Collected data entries
══════
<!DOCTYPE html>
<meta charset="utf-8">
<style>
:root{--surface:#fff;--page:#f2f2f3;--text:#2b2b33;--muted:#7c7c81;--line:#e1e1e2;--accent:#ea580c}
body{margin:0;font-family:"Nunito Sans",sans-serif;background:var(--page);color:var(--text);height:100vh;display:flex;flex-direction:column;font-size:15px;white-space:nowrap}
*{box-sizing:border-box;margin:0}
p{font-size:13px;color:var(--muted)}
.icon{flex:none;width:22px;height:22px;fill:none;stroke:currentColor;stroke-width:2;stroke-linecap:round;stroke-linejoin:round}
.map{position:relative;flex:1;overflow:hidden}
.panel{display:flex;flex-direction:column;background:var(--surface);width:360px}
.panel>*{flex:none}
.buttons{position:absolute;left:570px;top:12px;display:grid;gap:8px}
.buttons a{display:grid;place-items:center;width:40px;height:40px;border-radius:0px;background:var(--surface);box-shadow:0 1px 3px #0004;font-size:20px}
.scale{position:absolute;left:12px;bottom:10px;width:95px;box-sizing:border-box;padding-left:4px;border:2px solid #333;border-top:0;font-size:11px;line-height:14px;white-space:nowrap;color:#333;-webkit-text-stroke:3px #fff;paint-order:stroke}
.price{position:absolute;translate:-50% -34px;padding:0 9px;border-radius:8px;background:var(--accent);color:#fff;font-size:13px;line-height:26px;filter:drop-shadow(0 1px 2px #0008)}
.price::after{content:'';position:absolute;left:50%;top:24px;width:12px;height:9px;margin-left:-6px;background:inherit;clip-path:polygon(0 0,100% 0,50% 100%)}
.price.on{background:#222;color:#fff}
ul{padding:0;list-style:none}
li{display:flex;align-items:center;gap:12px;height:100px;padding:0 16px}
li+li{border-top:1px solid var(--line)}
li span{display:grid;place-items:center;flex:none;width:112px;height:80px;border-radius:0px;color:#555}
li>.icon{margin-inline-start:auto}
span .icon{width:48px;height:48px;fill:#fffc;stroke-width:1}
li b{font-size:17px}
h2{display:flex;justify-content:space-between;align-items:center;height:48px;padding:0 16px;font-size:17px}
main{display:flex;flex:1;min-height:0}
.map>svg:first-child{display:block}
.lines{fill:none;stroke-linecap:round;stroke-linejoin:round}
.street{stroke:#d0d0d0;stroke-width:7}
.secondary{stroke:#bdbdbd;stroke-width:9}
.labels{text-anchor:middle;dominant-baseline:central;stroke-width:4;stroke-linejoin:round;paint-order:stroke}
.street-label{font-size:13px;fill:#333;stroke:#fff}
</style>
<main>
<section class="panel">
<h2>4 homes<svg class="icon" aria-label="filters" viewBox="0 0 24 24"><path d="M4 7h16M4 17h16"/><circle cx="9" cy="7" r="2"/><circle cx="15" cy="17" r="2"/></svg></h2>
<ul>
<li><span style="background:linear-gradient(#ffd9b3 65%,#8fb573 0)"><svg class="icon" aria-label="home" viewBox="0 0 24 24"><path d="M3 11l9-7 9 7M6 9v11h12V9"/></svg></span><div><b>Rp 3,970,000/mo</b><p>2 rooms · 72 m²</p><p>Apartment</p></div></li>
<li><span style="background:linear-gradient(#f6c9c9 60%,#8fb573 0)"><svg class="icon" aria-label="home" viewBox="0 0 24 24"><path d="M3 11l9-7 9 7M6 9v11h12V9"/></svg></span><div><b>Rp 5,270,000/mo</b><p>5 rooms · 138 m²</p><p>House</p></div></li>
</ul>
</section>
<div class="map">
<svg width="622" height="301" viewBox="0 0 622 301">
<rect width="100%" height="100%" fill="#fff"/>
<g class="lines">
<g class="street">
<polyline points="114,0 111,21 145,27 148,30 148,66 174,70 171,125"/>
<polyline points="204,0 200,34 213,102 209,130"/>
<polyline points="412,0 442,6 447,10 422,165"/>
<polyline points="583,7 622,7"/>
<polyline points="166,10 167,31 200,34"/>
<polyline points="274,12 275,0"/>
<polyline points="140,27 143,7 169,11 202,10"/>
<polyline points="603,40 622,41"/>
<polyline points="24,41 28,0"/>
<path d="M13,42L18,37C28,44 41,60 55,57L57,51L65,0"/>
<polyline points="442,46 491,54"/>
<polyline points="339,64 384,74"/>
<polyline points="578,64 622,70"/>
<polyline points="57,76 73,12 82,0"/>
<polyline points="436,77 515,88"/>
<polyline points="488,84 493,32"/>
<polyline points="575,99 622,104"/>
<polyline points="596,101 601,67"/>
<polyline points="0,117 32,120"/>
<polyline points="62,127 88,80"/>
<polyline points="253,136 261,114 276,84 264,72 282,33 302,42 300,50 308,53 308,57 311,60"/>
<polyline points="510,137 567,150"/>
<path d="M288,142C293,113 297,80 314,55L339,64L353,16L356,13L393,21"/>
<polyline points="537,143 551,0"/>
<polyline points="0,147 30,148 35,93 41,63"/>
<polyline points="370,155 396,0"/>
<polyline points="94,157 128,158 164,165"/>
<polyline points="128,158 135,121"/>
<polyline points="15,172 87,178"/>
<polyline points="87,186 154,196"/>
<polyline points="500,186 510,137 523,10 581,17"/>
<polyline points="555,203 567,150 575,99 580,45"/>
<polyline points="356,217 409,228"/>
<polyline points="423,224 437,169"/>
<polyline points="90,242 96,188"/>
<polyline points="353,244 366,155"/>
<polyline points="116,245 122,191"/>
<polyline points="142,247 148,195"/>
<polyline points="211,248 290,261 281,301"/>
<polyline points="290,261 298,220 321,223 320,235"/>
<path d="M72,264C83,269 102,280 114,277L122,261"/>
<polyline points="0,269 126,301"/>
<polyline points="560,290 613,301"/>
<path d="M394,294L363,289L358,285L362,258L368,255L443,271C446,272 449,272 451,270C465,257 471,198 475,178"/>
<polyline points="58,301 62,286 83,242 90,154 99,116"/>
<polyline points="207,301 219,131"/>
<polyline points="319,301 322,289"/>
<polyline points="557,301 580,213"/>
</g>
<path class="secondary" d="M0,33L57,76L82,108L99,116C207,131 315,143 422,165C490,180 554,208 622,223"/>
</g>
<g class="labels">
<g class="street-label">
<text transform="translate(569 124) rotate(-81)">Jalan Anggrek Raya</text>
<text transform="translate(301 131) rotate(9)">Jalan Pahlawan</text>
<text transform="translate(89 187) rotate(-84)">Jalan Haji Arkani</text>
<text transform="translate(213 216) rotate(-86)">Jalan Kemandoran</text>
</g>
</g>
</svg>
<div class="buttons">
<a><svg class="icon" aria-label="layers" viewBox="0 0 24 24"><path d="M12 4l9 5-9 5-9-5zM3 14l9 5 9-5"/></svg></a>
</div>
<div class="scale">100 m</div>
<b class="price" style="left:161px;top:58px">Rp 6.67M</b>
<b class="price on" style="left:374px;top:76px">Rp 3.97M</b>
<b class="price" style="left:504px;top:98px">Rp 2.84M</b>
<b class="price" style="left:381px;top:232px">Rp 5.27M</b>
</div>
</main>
══════
Work task: Search the data for the string "panel". List each line that has it.

Written answer:
.panel{display:flex;flex-direction:column;background:var(--surface);width:360px}
.panel>*{flex:none}
<section class="panel">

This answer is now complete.